| THE PROBLEM |
How many lines in the data below contain the string "text"? Answer with the number only.

| STORED DATA |
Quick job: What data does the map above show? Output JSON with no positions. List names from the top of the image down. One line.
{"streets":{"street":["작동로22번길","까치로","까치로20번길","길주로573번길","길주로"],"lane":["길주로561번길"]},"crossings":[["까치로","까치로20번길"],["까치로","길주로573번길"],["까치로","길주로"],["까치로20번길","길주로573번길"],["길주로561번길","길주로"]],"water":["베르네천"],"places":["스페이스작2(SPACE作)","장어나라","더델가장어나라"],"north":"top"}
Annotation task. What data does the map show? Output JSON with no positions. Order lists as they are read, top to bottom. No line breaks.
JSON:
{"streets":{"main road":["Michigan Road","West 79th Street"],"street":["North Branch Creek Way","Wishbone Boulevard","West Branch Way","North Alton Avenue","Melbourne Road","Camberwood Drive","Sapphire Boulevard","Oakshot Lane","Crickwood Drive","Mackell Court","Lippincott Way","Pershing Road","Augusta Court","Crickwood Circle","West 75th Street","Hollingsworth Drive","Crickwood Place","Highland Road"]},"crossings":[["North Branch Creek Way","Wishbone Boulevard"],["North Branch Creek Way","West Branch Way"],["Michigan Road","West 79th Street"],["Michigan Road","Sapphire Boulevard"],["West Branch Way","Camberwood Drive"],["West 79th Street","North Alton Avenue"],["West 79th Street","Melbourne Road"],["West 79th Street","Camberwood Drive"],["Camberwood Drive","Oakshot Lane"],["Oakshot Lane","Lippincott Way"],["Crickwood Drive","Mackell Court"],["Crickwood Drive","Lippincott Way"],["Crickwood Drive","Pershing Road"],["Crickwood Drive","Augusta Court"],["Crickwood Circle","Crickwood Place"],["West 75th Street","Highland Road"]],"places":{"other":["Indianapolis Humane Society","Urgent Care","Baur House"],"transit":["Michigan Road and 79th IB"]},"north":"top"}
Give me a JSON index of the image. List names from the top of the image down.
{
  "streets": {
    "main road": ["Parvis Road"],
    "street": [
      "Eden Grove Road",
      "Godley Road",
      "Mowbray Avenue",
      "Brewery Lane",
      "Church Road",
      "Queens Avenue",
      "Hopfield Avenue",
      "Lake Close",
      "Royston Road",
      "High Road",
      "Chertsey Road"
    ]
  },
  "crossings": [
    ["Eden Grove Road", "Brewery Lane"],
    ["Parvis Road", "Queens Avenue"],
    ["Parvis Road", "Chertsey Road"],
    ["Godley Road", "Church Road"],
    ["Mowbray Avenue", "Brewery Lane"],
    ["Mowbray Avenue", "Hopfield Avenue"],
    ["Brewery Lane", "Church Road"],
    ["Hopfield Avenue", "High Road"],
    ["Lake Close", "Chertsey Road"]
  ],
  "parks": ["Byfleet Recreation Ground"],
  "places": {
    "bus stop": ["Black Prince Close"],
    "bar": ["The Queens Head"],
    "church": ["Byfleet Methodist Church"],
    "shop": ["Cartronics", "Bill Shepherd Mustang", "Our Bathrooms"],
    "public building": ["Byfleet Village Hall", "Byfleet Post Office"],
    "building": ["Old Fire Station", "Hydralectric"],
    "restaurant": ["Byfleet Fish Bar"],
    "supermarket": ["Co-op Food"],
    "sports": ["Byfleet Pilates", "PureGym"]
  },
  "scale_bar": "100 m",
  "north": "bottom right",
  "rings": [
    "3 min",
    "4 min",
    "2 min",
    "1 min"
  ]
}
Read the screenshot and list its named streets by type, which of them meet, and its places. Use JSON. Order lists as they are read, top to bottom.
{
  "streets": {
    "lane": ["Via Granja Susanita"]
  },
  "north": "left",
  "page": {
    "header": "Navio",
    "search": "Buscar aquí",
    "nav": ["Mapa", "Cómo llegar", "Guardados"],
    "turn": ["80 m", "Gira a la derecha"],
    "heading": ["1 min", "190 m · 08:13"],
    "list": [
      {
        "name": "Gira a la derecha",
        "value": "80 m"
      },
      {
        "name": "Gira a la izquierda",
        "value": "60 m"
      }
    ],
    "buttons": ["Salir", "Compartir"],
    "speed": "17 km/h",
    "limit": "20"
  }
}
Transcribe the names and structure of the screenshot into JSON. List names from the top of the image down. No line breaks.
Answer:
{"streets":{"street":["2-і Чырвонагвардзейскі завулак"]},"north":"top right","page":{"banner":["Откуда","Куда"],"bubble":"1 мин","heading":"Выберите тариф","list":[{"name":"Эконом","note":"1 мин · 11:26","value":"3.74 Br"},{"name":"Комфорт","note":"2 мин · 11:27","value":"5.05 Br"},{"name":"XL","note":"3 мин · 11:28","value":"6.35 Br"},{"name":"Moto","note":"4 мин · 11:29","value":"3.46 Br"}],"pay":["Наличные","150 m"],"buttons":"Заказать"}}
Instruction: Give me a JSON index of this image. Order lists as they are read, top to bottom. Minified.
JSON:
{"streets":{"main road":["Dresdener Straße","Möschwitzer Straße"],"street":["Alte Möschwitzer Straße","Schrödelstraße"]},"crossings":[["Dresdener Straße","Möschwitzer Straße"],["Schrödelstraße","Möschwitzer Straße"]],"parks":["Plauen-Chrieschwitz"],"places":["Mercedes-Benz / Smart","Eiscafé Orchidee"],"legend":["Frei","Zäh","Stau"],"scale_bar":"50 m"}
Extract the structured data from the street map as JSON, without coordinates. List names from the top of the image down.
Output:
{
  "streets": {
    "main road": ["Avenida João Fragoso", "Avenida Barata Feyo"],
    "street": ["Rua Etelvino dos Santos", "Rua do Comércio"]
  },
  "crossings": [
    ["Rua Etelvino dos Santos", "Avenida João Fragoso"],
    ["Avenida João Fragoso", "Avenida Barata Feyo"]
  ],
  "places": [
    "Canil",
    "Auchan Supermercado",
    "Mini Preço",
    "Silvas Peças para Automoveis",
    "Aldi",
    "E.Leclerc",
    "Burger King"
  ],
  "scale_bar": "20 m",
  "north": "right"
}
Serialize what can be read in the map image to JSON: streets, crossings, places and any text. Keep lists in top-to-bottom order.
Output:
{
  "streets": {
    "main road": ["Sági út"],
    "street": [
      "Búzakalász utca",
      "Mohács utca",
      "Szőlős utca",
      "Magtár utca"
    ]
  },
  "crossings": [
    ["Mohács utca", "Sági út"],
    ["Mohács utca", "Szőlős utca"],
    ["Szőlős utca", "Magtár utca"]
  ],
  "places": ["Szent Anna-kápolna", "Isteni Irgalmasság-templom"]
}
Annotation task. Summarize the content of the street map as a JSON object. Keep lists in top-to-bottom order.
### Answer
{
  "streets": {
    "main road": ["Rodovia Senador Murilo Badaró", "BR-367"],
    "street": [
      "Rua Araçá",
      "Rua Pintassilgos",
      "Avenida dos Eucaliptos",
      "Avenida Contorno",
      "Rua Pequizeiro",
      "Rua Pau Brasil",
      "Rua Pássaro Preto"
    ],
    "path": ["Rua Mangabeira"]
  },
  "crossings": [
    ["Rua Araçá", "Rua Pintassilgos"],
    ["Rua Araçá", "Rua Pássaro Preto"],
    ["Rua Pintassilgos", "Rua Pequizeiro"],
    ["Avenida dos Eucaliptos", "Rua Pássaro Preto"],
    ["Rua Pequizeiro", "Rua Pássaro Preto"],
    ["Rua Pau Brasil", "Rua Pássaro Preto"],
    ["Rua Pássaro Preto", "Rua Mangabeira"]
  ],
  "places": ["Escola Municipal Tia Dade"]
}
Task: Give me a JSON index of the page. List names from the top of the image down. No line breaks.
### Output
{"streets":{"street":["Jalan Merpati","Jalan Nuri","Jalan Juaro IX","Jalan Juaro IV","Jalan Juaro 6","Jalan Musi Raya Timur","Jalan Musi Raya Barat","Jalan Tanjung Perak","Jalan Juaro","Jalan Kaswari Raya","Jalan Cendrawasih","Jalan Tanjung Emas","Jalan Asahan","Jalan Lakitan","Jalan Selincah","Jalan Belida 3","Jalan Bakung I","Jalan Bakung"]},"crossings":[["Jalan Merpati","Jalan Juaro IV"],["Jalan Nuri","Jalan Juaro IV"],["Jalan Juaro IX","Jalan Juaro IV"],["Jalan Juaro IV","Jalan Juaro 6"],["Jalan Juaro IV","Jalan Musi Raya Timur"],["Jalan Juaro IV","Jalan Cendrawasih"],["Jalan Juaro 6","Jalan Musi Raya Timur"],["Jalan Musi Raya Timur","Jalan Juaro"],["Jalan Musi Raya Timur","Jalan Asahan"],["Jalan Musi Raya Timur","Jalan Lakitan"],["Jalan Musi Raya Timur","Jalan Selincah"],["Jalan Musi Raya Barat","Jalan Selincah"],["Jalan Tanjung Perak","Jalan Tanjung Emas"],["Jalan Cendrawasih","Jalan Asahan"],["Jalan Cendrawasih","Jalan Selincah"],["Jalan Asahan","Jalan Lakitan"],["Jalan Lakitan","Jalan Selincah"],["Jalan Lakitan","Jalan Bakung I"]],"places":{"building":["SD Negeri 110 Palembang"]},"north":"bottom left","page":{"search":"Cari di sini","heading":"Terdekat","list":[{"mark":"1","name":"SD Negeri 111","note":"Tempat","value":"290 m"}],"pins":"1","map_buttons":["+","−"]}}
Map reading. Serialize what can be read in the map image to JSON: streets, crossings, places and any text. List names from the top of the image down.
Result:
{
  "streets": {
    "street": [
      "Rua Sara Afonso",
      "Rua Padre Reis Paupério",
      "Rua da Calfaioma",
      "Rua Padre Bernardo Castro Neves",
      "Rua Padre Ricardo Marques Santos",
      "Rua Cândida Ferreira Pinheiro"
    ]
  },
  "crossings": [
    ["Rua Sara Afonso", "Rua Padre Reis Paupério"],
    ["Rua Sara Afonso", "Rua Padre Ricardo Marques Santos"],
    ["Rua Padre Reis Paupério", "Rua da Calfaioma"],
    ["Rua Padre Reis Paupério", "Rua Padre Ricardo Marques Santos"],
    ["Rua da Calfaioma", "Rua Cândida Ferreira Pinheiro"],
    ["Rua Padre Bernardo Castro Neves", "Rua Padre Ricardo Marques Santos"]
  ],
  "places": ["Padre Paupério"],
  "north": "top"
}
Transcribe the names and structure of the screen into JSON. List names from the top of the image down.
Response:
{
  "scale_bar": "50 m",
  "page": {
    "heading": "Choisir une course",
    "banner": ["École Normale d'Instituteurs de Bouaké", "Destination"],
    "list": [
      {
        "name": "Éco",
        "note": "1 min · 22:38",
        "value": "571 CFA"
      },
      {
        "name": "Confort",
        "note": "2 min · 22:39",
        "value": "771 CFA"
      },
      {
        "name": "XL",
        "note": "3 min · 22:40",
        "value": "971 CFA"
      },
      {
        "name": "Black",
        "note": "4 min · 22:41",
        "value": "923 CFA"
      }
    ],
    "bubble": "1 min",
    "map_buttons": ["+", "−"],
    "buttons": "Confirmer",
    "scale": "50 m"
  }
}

| RESULT BELOW |
2